URL redirect bug

[orthzar]

This issue is submitted as per this SN post.

Problem

First of all, this bug is severe, because it could be used to phish user credentials -- and SN accounts involve money.

Some SN pages currently redirect signed-in users to any URL. For instance, these two links will redirect you to Google:
https://stacker.news/signup?callbackUrl=https%3A%2F%2Fwww.google.com%2F
https://stacker.news/login?callbackUrl=https%3A%2F%2Fwww.google.com%2F

It would be trivial to send SN users emails, which contain links that seem legit, but which actually redirect them to a fake SN login page. The credentials harvested through such a page would be used to steal user funds. The only thing the attacker would need is SN user email addresses, which have been accidentally leaked once before.

The bug exists in pages/signup.js and pages/login.js. Both have a function getServerSideProps, which seems to not check the content of callbackUrl. The bug only affects users who are signed in, because the session variable has to be non-null in getServerSideProps for the redirect to work.
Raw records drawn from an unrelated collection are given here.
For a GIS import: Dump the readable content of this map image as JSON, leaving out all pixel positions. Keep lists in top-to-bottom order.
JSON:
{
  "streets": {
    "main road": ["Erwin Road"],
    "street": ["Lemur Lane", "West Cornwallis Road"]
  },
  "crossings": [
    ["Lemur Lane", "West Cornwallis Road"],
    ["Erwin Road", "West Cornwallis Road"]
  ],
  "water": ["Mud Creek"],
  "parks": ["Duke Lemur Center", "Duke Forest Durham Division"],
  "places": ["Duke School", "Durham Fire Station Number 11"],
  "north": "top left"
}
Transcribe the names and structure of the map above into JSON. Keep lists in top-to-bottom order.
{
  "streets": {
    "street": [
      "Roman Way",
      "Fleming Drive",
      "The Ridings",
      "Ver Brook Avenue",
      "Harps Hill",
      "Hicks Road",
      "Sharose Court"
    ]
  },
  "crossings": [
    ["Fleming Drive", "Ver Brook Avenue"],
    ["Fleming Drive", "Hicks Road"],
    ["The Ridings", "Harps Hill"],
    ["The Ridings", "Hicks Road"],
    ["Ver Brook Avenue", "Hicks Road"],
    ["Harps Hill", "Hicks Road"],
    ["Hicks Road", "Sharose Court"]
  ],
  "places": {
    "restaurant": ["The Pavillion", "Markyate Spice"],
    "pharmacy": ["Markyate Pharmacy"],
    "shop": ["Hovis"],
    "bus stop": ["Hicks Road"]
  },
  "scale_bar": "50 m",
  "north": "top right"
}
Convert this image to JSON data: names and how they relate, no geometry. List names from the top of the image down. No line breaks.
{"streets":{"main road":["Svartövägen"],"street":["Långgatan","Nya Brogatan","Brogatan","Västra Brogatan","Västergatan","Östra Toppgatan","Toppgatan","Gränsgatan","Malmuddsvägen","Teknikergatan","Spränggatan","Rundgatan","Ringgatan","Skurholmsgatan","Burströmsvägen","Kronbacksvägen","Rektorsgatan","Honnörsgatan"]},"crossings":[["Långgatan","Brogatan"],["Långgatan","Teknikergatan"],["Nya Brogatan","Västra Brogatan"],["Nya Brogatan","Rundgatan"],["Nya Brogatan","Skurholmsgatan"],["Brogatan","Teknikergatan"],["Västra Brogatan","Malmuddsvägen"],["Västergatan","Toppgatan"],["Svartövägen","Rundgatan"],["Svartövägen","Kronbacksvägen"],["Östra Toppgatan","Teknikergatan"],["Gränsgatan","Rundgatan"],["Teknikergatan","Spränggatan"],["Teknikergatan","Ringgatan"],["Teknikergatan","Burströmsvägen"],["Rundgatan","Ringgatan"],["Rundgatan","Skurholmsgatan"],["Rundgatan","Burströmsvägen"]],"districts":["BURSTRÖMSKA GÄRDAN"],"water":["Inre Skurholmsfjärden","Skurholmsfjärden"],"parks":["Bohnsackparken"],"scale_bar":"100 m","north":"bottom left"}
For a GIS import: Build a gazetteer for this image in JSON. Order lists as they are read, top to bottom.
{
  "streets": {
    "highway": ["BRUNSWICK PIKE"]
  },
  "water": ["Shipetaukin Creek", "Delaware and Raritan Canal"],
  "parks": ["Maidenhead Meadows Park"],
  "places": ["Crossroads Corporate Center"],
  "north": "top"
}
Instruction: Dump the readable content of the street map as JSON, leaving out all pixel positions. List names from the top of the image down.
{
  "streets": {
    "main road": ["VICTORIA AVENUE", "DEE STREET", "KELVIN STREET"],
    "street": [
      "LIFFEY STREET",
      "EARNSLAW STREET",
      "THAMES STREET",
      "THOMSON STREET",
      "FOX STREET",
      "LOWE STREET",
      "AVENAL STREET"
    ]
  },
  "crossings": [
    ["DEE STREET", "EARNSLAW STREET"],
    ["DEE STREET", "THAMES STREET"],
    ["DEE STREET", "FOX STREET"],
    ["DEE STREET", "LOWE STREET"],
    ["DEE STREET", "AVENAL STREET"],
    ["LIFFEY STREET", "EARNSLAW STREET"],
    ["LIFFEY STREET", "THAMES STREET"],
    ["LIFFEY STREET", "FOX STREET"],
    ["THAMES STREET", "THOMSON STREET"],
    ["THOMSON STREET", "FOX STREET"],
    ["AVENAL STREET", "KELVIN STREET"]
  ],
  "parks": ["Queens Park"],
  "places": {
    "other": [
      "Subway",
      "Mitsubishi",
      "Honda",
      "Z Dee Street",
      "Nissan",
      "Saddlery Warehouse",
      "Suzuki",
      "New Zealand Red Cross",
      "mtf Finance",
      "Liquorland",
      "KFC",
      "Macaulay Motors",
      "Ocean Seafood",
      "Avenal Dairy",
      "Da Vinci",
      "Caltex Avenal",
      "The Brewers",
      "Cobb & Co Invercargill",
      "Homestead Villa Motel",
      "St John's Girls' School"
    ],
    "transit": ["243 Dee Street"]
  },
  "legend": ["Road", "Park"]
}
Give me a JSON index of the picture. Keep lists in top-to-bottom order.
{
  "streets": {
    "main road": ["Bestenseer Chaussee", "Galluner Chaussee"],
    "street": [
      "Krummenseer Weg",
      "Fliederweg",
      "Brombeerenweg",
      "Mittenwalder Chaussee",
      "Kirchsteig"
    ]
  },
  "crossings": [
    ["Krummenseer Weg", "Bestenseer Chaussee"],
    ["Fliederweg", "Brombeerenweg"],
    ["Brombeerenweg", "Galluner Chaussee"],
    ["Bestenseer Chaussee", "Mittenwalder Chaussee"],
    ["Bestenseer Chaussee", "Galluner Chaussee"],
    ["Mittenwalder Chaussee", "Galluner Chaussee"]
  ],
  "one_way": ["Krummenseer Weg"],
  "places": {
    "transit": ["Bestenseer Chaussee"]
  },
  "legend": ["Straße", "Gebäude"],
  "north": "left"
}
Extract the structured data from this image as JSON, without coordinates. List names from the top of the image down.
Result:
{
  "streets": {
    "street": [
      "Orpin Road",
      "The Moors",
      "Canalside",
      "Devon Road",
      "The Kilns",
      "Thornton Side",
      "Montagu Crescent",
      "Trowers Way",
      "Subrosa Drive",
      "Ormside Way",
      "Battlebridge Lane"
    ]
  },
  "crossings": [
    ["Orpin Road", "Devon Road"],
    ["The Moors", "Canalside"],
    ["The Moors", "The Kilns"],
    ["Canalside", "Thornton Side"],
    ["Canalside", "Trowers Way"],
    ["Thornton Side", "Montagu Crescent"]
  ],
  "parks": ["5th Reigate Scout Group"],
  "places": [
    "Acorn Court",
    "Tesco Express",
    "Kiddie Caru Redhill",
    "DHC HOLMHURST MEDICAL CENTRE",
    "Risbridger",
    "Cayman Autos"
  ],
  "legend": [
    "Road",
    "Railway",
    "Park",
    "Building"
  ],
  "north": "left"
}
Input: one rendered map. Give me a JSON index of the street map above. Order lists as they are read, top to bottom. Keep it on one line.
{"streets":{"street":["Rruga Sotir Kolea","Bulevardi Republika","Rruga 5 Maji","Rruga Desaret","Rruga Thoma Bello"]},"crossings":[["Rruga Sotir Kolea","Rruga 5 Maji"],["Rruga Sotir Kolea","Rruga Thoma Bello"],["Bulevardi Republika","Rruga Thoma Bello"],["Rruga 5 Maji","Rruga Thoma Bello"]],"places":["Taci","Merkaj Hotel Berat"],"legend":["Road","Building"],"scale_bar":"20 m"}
callbackURL is also mentioned in pages/settings.js, pages/invites/[id].js, and some files in the components folder. I have not looked at or tested those files.

Solutions

This bug could be solved by either eliminating the redirection functionality; or by checking the domain in callbackUrl (e.g. by only allowing redirects to stacker.news). I don't know which solution would be correct, because I don't know what purpose this redirection serves.

Sorry, I don't have any code to offer. I have no experience writing Javascript and there isn't enough time for me to learn.

[ekzyis]

Thanks for posting! I actually didn't see the SN post but saw this ticket here.
So thank you very much, I guess we would have totally missed it otherwise.

This is definitely an issue and we should warn users before redirecting them to external sites like many other sites do.

For example, clicking on this link shows a prompt before redirecting: https://www.google.com/url?q=https://www.bufferzonesecurity.com :

More info about open redirects here: https://bufferzonesecurity.com/open-redirection-what-is-this-phishing-technique-and-how-do-i-defend-against-it/

Therefore, an attacker could just create a very similar site that looks like SN to grab credentials from users who don't check the URL again. So I agree, this is indeed severe.

Fortunately, the fix should be easy by just validating the callback URL. Will create a PR in a few minutes.

[ekzyis]

Taking a more closer look, I realized that grabbing of credentials wasn't possible.

No login or signup method uses passwords on SN.

For example, using Lightning for authentication, a different pubkey would have been created since the domain name is included during key derivation.
I assume similar is true for Slashtags authentication.

Using Github and Twitter, a third-party authenticates the user.

With E-Mail, a link is sent to the address for signup and login.

So afaik, there was no possibility to grab user credentials and steal funds using this exploit. Users can't enter a password on a phishing site if they have none.

@huumn, @ShellInjector, @orthzar, do you come to the same conclusion?

But of course still thanks for creating this ticket! I think this was still a severe issue which may be used for other malicious stuff. We should definitely warn users when they leave SN when it's unexpected.

[ShellInjector]

Sure! there was no possibility to perform such advanced attacks , but if someone manage to escalate the issue to Cross site scripting or so . maybe there will be a scenario stealing Cookies or Interesting headers .

[huumn]

Alright fix deployed. Thank you everyone. I'll send you all some sats today.